#### ASSIGNMENT:
Reproduce each line from the records that holds "MUTINELLI".
#### RECORDS SHOWN ####
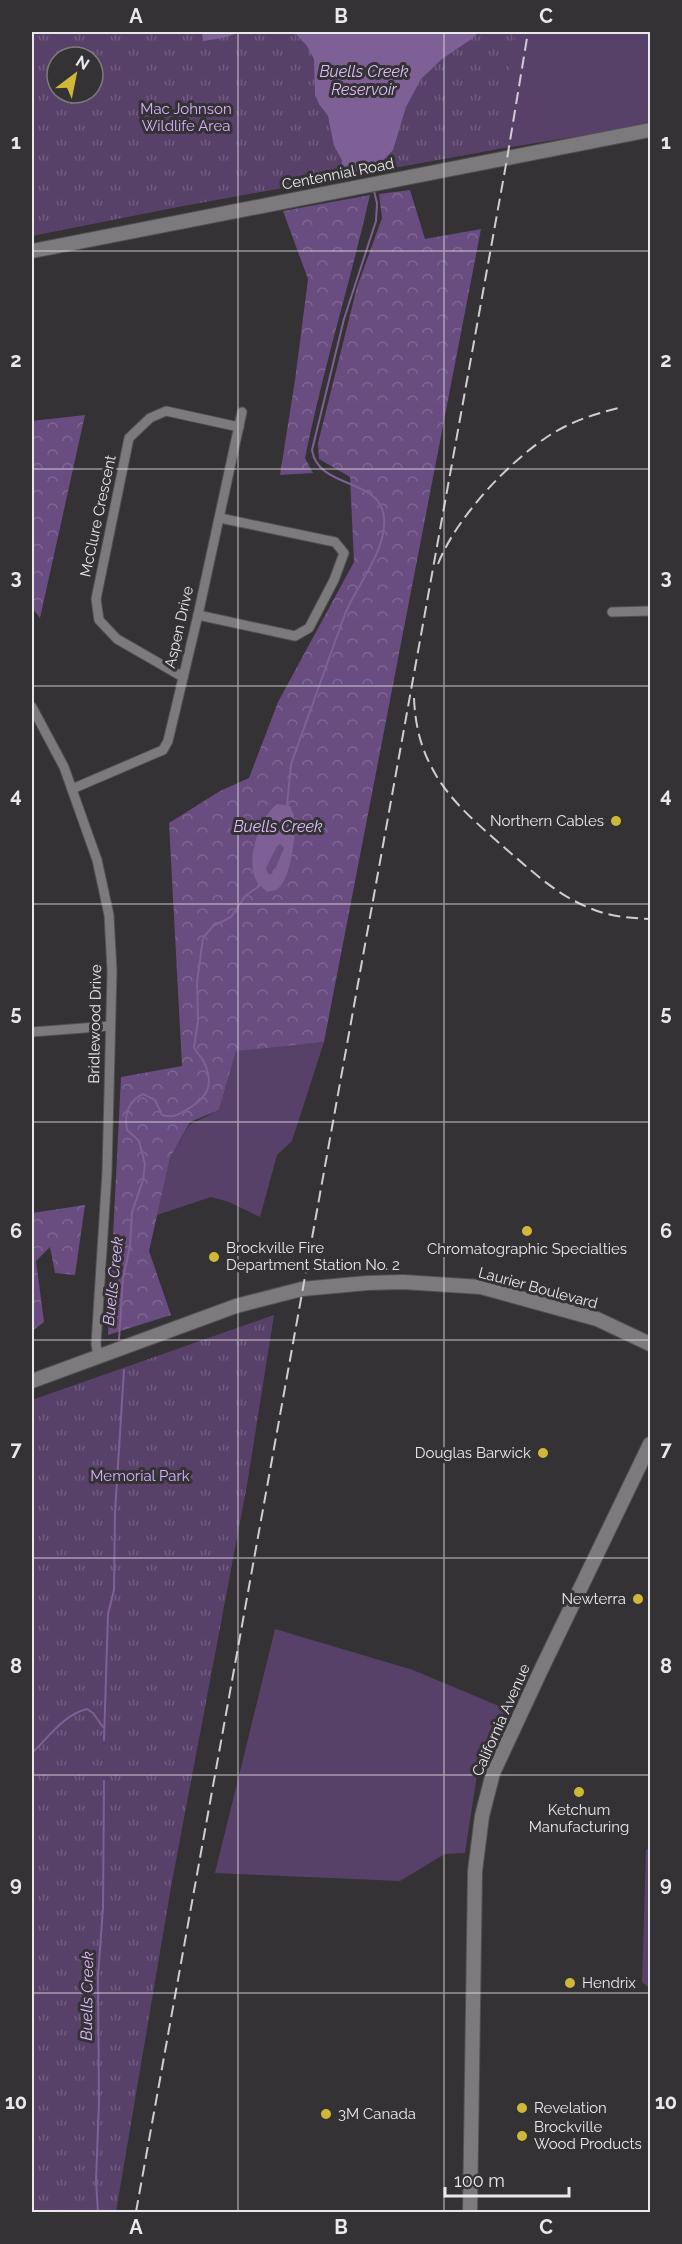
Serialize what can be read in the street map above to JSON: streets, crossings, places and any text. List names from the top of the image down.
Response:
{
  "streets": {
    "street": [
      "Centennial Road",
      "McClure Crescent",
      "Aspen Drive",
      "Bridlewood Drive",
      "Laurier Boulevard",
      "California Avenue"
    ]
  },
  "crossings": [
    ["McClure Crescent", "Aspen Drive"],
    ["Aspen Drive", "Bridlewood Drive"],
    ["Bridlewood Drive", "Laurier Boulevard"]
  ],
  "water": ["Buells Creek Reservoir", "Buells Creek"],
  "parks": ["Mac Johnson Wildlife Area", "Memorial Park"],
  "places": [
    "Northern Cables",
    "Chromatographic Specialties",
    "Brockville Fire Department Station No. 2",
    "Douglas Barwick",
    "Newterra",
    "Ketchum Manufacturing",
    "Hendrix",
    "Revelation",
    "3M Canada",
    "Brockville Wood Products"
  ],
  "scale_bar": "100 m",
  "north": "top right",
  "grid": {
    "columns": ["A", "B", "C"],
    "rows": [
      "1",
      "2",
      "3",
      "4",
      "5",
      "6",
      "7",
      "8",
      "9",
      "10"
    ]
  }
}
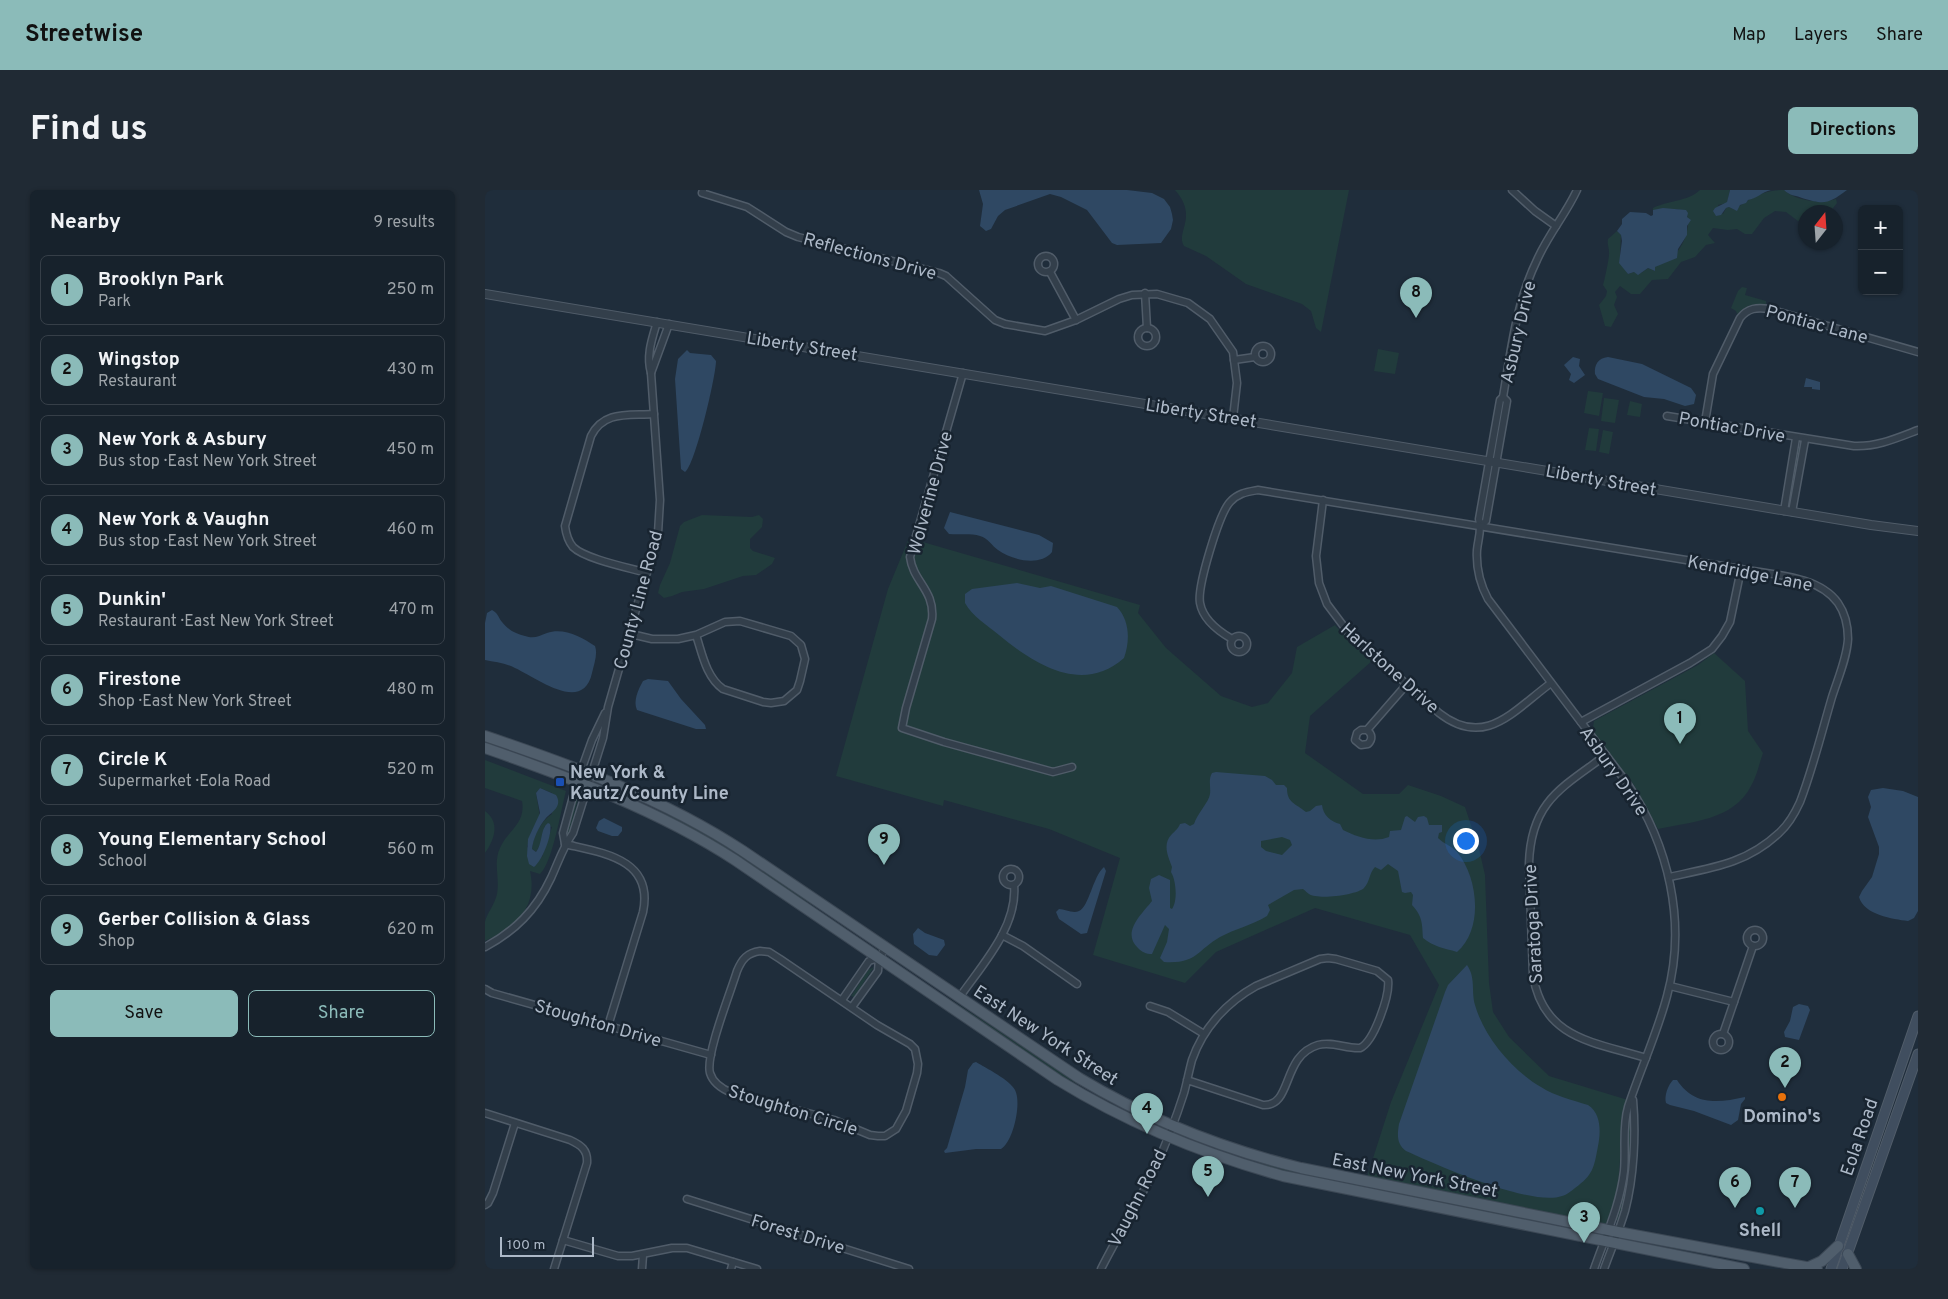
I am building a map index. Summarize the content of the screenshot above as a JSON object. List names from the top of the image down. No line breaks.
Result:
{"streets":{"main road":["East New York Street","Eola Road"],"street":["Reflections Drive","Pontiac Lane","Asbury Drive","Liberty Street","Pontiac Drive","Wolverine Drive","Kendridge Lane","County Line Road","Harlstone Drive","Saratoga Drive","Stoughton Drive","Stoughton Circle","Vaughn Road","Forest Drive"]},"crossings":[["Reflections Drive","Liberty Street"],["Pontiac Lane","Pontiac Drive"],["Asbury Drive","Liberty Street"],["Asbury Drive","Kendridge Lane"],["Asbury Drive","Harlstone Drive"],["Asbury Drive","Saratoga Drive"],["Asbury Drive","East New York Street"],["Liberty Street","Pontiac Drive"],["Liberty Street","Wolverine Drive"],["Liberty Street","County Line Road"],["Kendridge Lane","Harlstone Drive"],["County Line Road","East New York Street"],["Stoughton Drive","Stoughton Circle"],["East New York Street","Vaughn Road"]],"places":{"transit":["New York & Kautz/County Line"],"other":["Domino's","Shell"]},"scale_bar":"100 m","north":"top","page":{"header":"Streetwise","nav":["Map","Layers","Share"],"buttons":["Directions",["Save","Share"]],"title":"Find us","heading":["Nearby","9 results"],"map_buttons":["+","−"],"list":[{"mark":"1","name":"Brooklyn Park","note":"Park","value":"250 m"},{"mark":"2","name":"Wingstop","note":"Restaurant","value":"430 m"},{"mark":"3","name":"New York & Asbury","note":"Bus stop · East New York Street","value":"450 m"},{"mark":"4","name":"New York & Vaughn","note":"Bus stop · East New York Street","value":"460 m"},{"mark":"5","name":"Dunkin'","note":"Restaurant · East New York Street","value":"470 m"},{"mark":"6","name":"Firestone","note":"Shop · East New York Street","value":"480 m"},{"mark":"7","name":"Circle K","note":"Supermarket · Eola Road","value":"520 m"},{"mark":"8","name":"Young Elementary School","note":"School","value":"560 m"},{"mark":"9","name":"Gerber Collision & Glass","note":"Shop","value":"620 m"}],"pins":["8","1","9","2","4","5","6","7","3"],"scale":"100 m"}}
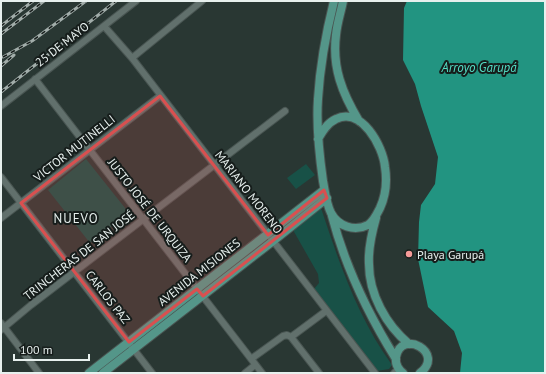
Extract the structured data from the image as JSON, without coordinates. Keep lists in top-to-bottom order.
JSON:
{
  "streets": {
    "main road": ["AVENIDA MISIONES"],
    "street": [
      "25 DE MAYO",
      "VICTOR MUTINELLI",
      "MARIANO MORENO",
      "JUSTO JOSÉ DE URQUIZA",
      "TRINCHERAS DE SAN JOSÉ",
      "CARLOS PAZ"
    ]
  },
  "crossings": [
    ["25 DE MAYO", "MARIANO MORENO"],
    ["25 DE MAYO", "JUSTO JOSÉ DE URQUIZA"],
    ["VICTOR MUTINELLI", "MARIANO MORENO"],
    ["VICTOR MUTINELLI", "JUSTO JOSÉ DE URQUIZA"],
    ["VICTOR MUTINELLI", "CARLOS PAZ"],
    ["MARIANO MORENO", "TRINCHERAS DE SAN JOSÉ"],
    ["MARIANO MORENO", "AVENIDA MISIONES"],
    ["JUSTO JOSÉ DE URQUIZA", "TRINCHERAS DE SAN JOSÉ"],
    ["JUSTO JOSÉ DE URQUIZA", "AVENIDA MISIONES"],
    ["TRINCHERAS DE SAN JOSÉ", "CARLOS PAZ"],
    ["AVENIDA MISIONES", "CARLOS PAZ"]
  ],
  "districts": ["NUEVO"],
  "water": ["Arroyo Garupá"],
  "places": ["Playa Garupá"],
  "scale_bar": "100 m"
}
####
#### REPLY:
      "VICTOR MUTINELLI",
    ["VICTOR MUTINELLI", "MARIANO MORENO"],
    ["VICTOR MUTINELLI", "JUSTO JOSÉ DE URQUIZA"],
    ["VICTOR MUTINELLI", "CARLOS PAZ"],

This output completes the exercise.